What is being asked: Could you restate exactly the lines that begin at the line with "Map reading. Summarize" and end at the final line of the data?

Source information:
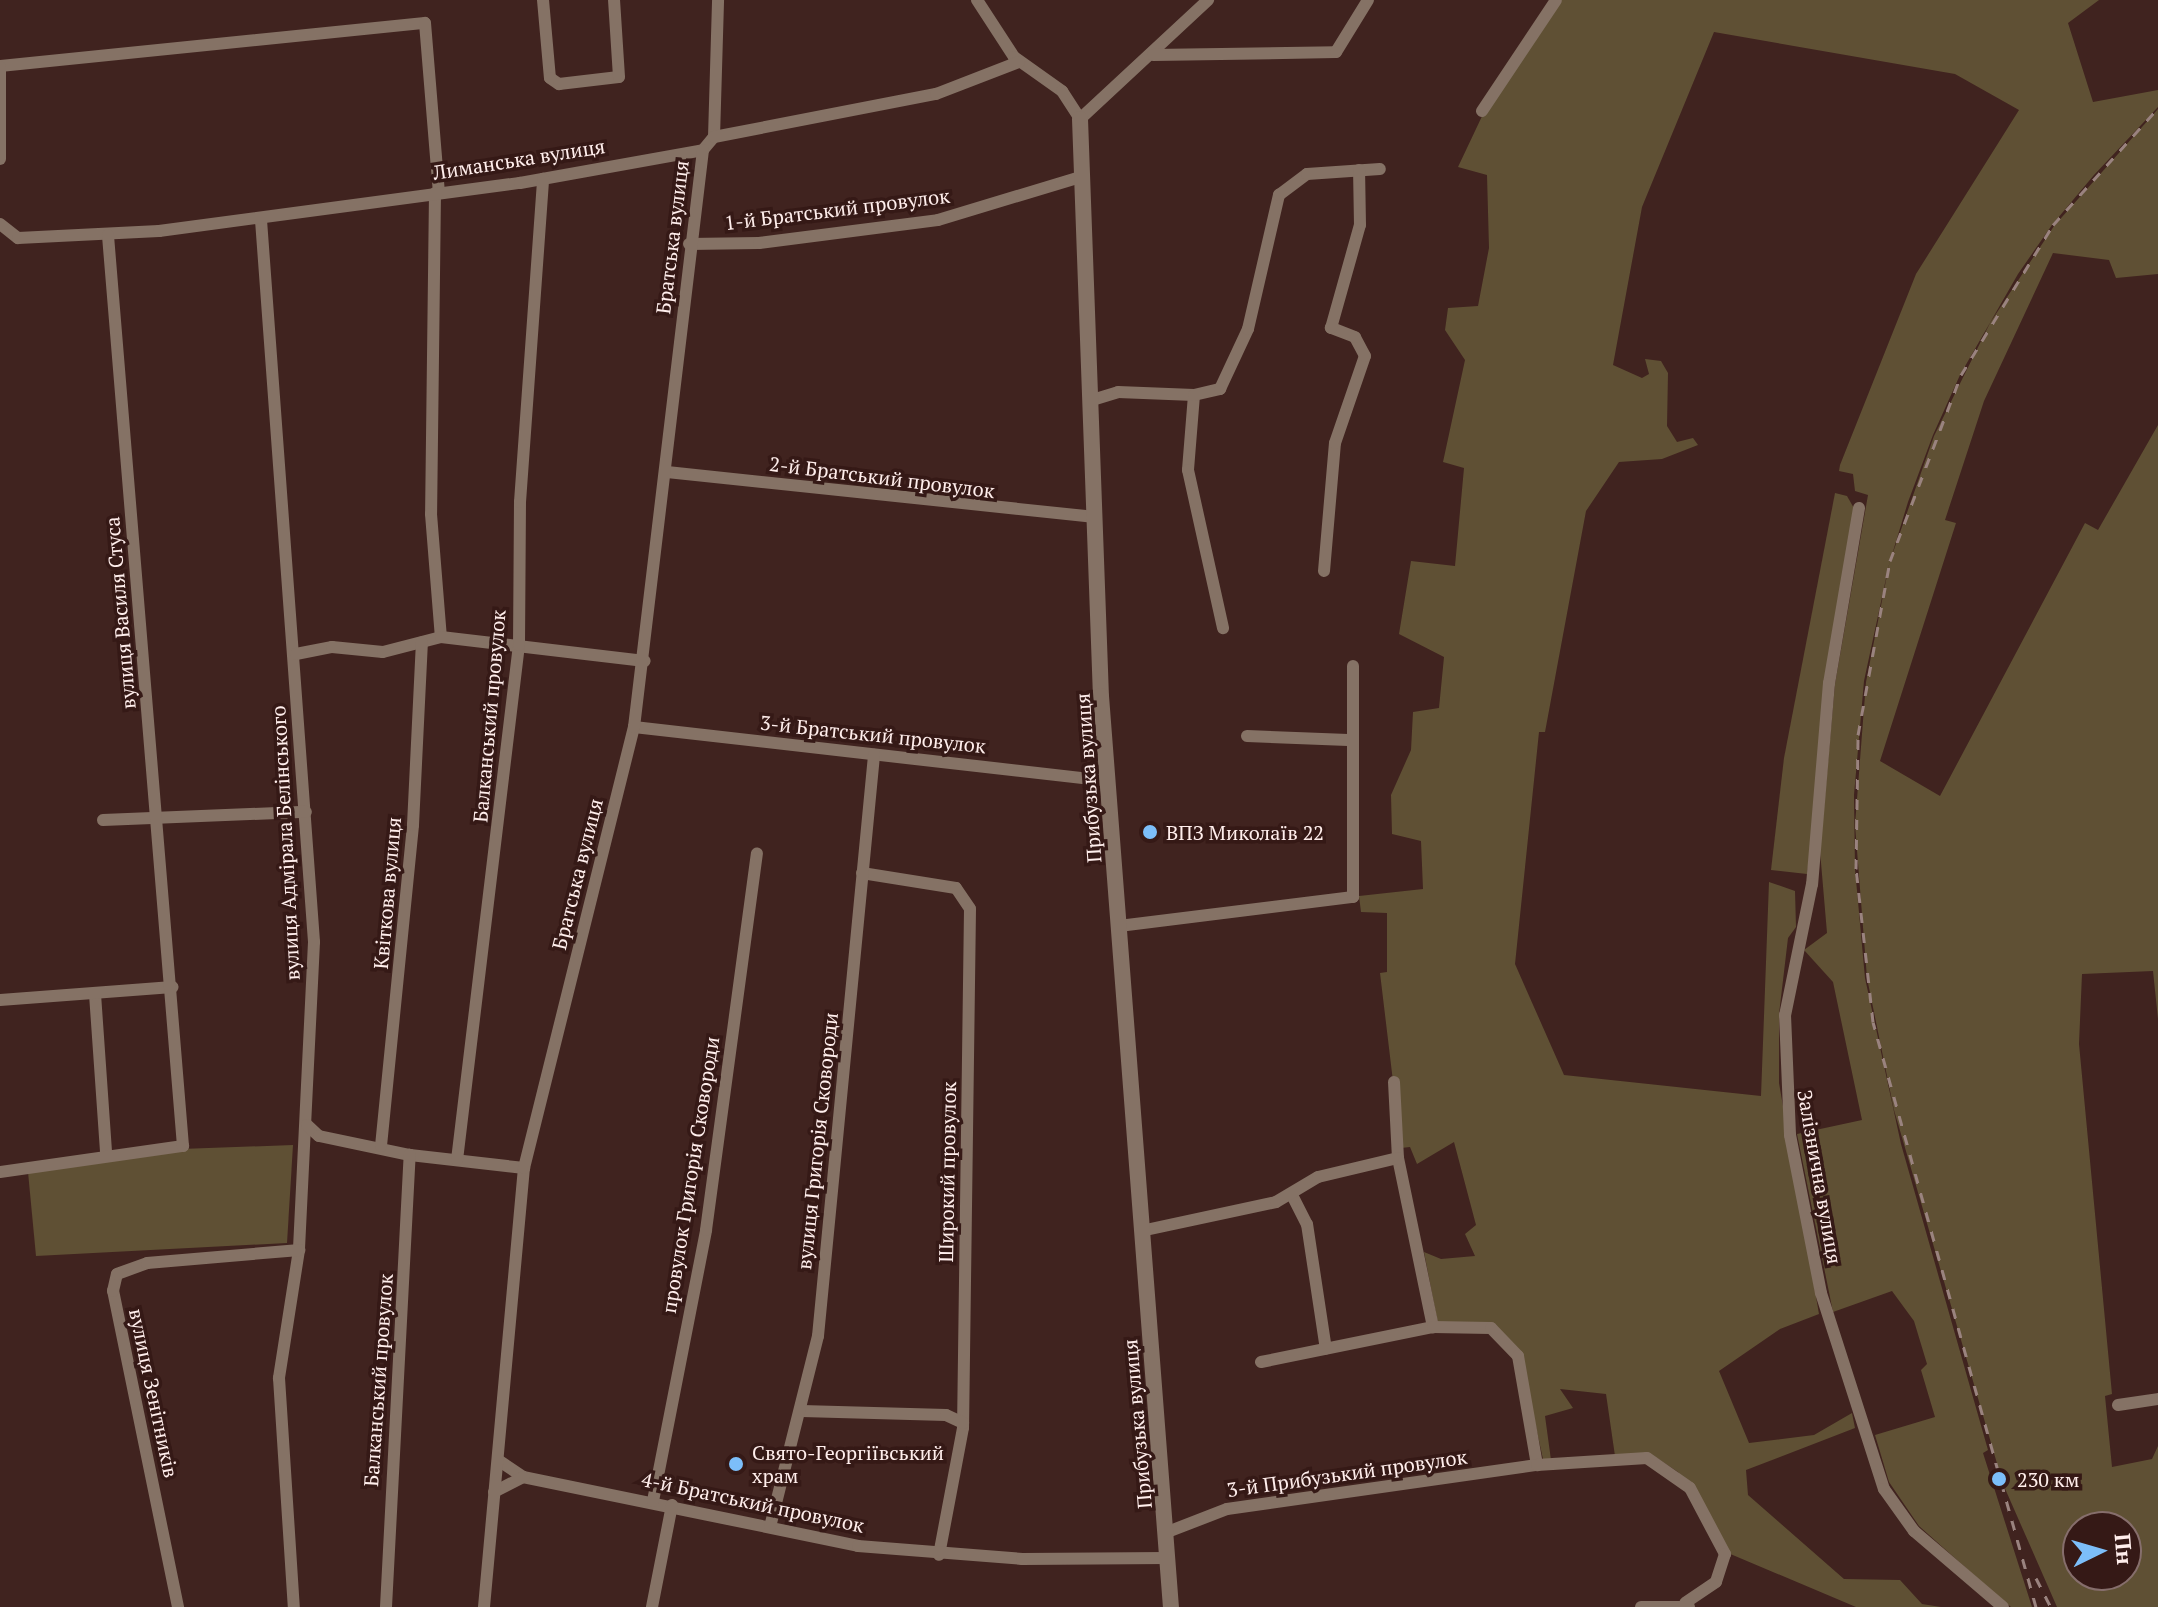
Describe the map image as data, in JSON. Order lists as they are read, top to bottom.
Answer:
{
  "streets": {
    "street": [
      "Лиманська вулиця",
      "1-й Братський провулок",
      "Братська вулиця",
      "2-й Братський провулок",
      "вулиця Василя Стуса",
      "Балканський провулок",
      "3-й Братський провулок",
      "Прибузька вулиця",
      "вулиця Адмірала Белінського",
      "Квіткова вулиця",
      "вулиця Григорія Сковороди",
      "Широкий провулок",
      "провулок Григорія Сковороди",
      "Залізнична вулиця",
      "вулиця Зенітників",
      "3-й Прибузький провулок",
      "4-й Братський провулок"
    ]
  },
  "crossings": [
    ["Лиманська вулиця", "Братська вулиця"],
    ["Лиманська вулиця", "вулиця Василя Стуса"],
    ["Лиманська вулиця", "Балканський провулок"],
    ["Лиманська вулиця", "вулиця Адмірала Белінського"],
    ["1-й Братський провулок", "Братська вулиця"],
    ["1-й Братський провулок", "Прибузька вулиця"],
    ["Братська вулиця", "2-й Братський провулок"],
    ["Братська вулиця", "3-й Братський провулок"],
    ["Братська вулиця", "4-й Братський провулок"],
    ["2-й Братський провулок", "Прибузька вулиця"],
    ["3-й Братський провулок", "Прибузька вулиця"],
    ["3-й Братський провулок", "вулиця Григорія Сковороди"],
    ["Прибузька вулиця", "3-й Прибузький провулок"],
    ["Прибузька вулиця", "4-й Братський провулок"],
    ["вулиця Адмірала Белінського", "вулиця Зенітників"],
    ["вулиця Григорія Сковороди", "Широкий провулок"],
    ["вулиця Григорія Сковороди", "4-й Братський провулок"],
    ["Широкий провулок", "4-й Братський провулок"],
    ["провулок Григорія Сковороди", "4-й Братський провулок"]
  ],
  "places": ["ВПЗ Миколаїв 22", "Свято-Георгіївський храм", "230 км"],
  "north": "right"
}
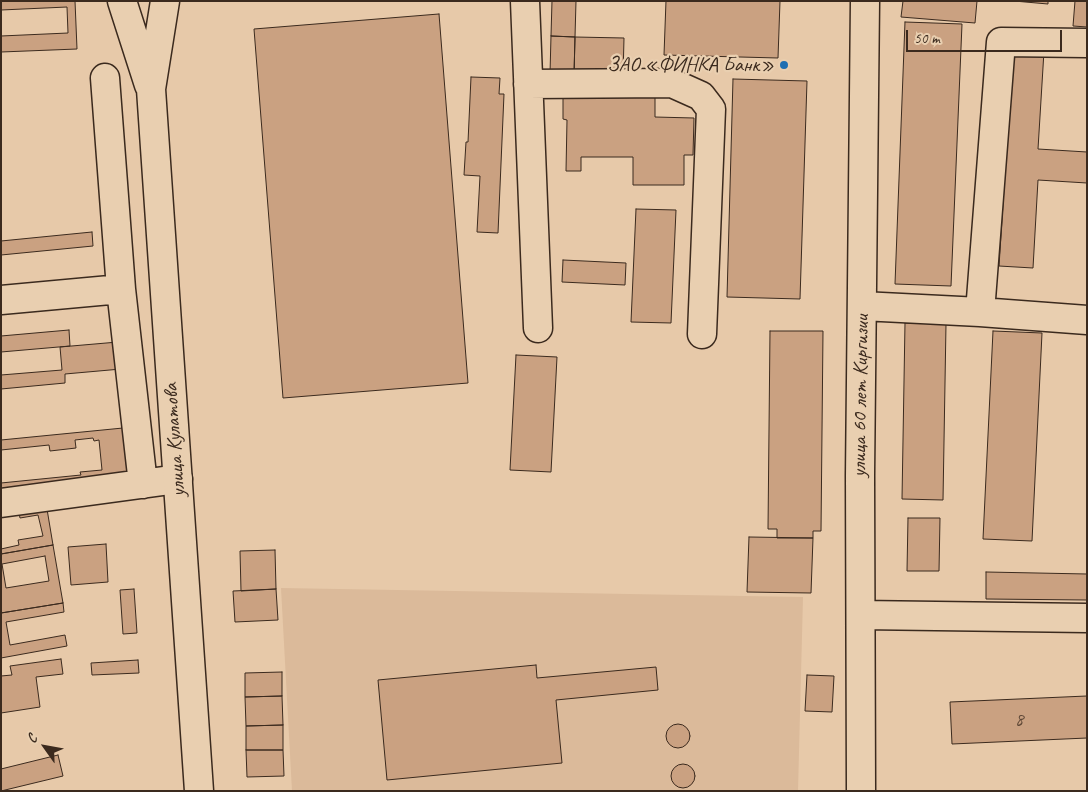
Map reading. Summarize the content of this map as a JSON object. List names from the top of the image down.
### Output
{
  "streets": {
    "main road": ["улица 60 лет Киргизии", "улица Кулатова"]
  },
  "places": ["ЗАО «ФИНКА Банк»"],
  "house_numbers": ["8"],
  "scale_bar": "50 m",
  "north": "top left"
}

Response area:
Map reading. Summarize the content of this map as a JSON object. List names from the top of the image down.
### Output
{
  "streets": {
    "main road": ["улица 60 лет Киргизии", "улица Кулатова"]
  },
  "places": ["ЗАО «ФИНКА Банк»"],
  "house_numbers": ["8"],
  "scale_bar": "50 m",
  "north": "top left"
}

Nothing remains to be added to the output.